Raw data:

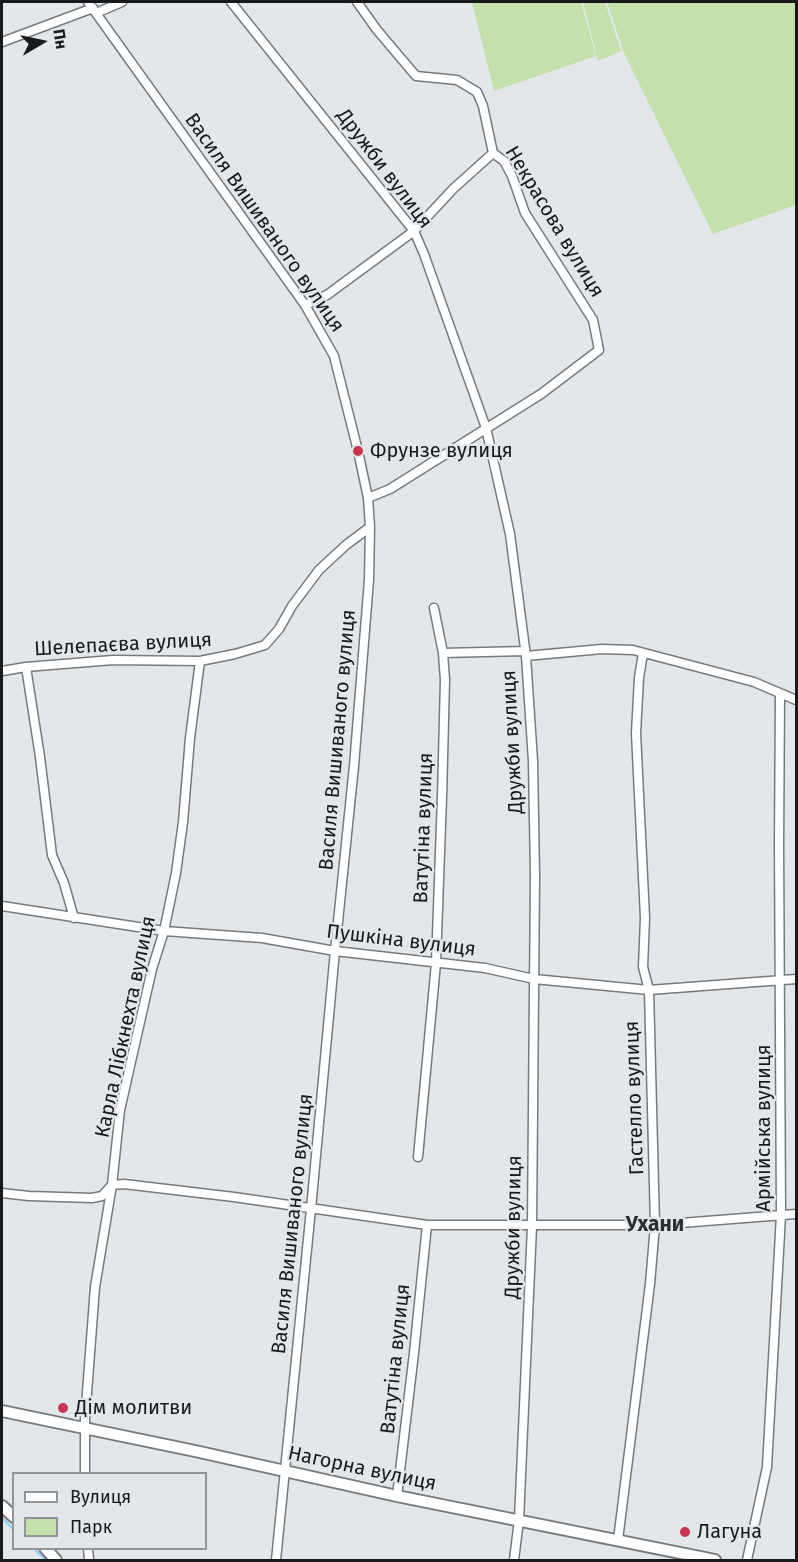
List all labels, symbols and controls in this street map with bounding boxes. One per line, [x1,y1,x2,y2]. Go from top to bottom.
north arrow [12,12,72,72]
text: Пн [49,28,71,50]
street label: Дружби вулиця [331,104,437,234]
street label: Василя Вишиваного вулиця [179,109,349,337]
street label: Некрасова вулиця [499,142,609,302]
place label: Фрунзе вулиця [370,439,513,463]
marker: Фрунзе вулиця [351,444,365,458]
street label: Василя Вишиваного вулиця [315,608,361,872]
street label: Шелепаєва вулиця [33,628,213,662]
street label: Дружби вулиця [497,670,529,814]
street label: Ватутіна вулиця [409,752,439,904]
street label: Карла Лібкнехта вулиця [91,914,161,1140]
street label: Пушкіна вулиця [325,920,477,962]
street label: Гастелло вулиця [620,1020,650,1176]
street label: Армійська вулиця [752,1044,776,1212]
street label: Василя Вишиваного вулиця [267,1092,319,1356]
street label: Дружби вулиця [501,1155,527,1299]
district label: Ухани [626,1212,684,1238]
street label: Ватутіна вулиця [376,1283,416,1435]
place label: Дім молитви [75,1396,192,1420]
marker: Дім молитви [56,1401,70,1415]
street label: Нагорна вулиця [286,1442,438,1496]
legend [12,1472,207,1550]
text: Вулиця [70,1486,131,1508]
text: Парк [70,1516,112,1538]
place label: Лагуна [697,1520,762,1544]
marker: Лагуна [678,1525,692,1539]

Work to be completed: Copy every entry word for word, but omit the pictures.

Written solution:
List all labels, symbols and controls in this street map with bounding boxes. One per line, [x1,y1,x2,y2]. Go from top to bottom.
north arrow [12,12,72,72]
text: Пн [49,28,71,50]
street label: Дружби вулиця [331,104,437,234]
street label: Василя Вишиваного вулиця [179,109,349,337]
street label: Некрасова вулиця [499,142,609,302]
place label: Фрунзе вулиця [370,439,513,463]
marker: Фрунзе вулиця [351,444,365,458]
street label: Василя Вишиваного вулиця [315,608,361,872]
street label: Шелепаєва вулиця [33,628,213,662]
street label: Дружби вулиця [497,670,529,814]
street label: Ватутіна вулиця [409,752,439,904]
street label: Карла Лібкнехта вулиця [91,914,161,1140]
street label: Пушкіна вулиця [325,920,477,962]
street label: Гастелло вулиця [620,1020,650,1176]
street label: Армійська вулиця [752,1044,776,1212]
street label: Василя Вишиваного вулиця [267,1092,319,1356]
street label: Дружби вулиця [501,1155,527,1299]
district label: Ухани [626,1212,684,1238]
street label: Ватутіна вулиця [376,1283,416,1435]
place label: Дім молитви [75,1396,192,1420]
marker: Дім молитви [56,1401,70,1415]
street label: Нагорна вулиця [286,1442,438,1496]
legend [12,1472,207,1550]
text: Вулиця [70,1486,131,1508]
text: Парк [70,1516,112,1538]
place label: Лагуна [697,1520,762,1544]
marker: Лагуна [678,1525,692,1539]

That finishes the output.